La guerra ridotta a videogame, dove qualsiasi coglione può mettersi a giocare scannando impunemente e senza il minimo senso di colpa o di responsabilità altri esseri umani per mezzo di giocattoli hi-tech a distanze intercontinentali.
Una vista fin troppo nota in medio-oriente: i droni Predator
armati di missili e guidati ANCHE dalla nostra Sicilia per fare
il lavoro sporco degli ameriCANI...
Già così è una porcata senza precedenti, ma con questa ulteriore evoluzione si aprirebbe la strada verso l'Armageddon, perché avendo a disposizione un'armata di soldati assolutamente intrepidi, sovrumani, probabilmente indistruttibili, senza la minima ombra di coscienza o dubbio, chi potrebbe mettere un freno alle velleità di poliziotto del mondo degli americani (o dei cinesi o dei russi per quel che mi riguarda, che in queste cose ci sguazzano nel loro orto di casa così come i loro amichetti a stelle e strisce dall'altra parte dell'orbe terracqueo) dal momento che non rischierebbero più nulla di persona, ergo, chiunque possieda queste tecnologie potrebbe sentirsi in diritto di imporre la sua visione del mondo su chiunque non sia in grado di opporsi con mezzi altrettanto efficienti e di questo ne abbiamo già avuto abbastanza nel decennio precedente post-undici settembre ad opera degli scherani del presidente dell'associazione petrolieri d'America e dei suoi amichetti della lobby industriale/militare che hanno creato lo stato di stillicidio perpetuo che stiamo vivendo oggi con i buzzurri guerrafondai, sessuofobici e bigotti del (neonato) Grande Califfato Islamico.

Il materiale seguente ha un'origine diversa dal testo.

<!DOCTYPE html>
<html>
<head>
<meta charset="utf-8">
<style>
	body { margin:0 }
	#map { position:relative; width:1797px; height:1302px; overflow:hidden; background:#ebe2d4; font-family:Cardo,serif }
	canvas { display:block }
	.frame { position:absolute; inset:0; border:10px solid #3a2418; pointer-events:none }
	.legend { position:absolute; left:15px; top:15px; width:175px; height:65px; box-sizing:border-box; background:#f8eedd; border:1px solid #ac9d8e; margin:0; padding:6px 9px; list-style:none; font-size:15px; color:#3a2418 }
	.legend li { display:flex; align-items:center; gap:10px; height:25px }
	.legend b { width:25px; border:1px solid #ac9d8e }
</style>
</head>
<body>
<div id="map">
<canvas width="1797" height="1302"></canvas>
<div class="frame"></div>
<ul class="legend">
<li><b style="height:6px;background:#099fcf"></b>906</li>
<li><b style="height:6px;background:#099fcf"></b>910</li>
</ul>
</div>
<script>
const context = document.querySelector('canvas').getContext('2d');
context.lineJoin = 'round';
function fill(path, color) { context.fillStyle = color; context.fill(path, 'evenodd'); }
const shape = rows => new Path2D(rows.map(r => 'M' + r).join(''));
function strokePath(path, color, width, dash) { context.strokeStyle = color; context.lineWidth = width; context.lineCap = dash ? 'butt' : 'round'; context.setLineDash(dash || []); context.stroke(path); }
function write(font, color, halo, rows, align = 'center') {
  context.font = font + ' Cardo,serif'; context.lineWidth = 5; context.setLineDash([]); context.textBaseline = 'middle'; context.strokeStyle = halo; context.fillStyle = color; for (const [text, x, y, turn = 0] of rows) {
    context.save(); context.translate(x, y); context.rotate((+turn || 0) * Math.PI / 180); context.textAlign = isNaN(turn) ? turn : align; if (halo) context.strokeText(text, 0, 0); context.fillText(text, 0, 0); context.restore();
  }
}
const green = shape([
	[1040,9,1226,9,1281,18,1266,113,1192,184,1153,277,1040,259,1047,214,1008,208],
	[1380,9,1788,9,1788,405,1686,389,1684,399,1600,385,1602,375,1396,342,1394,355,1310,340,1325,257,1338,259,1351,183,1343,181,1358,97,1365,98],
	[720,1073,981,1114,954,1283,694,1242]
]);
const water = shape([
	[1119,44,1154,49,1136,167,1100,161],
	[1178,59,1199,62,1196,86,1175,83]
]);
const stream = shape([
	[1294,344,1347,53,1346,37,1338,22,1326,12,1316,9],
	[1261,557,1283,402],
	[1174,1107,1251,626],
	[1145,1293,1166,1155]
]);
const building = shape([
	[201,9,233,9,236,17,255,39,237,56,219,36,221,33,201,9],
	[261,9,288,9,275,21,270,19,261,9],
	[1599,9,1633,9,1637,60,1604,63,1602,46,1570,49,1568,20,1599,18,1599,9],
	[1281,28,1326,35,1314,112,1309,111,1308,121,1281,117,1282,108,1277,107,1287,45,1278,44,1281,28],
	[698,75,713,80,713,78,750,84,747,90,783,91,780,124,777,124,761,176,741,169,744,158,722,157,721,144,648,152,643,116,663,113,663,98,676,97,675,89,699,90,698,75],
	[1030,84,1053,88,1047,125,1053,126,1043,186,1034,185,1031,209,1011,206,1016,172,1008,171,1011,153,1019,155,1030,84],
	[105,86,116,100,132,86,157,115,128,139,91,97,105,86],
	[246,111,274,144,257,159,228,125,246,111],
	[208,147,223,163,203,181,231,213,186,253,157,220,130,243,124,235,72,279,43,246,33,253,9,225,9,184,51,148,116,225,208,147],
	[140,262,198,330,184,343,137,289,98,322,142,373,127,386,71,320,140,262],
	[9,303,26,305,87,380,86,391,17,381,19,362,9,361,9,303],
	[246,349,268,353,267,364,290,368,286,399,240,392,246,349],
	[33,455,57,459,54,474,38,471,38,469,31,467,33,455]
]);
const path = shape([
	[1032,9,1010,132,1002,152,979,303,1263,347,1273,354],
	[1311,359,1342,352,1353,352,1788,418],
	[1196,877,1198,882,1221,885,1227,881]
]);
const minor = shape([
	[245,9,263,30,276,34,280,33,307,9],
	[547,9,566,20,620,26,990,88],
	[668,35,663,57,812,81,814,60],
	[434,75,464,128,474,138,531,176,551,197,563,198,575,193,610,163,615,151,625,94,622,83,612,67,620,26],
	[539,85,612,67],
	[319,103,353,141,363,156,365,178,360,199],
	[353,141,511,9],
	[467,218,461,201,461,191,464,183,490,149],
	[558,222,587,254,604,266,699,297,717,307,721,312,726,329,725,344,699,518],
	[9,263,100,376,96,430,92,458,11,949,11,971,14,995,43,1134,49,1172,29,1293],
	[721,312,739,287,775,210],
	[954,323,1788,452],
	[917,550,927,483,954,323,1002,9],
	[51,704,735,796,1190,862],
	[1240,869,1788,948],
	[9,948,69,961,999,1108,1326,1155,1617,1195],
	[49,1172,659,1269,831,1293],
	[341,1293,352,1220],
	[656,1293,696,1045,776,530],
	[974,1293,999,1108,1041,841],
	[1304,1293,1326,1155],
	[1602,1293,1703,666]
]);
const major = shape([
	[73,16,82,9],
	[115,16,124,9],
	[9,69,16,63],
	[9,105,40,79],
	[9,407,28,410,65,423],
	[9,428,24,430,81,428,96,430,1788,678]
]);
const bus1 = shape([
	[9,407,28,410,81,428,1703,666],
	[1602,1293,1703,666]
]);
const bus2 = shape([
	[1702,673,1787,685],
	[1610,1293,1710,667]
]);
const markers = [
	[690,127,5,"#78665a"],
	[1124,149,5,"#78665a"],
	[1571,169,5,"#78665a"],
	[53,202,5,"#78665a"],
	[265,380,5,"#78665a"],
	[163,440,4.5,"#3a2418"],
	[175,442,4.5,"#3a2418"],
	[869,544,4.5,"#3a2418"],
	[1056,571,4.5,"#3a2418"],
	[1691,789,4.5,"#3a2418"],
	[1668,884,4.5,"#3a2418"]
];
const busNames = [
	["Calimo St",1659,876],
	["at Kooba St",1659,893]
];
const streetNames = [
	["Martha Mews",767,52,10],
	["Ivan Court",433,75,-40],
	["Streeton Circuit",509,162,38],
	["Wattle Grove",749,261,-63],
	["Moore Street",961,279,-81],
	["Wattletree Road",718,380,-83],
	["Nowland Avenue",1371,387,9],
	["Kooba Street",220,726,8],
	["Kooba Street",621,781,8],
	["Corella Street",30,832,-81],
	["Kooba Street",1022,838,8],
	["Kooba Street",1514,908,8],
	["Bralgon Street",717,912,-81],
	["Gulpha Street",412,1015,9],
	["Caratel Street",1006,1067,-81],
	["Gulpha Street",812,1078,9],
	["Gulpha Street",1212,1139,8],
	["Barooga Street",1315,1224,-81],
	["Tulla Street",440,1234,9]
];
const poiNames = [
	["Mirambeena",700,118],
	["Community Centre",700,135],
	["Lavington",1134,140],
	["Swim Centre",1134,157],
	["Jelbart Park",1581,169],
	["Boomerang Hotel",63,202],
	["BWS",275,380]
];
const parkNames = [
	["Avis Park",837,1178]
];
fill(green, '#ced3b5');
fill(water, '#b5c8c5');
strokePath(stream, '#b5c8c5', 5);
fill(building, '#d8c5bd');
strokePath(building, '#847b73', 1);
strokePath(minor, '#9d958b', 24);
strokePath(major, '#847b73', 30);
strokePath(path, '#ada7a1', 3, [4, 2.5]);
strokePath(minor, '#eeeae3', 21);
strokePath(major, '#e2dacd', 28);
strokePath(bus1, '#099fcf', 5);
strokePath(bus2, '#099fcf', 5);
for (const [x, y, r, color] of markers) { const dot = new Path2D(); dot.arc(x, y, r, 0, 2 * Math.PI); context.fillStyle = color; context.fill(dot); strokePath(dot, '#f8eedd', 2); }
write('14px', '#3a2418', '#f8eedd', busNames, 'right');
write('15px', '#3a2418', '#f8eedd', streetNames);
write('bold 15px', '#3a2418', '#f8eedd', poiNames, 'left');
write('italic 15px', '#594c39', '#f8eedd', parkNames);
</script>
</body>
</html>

L'alpino e il suo mulo, che immagine poetica... ecco la sua
versione futura: il mulo robot in grado anche di... prendere
a calci il nemico AL POSTO del suo fantaccino...
Invece, per quanto mi riguarda, se hai certi pruriti o ti senti tanto il campione della giustizia e della libertà, tanto da impicciarti costantemente dei cazzi degli altri, devi avere la decenza di farlo di persona e rischiare anche di restarci scottato.

È troppo comodo fare il paciere per interposta persona, specie quando la persona in oggetto è un androide alto due metri corazzato e armato come un tank.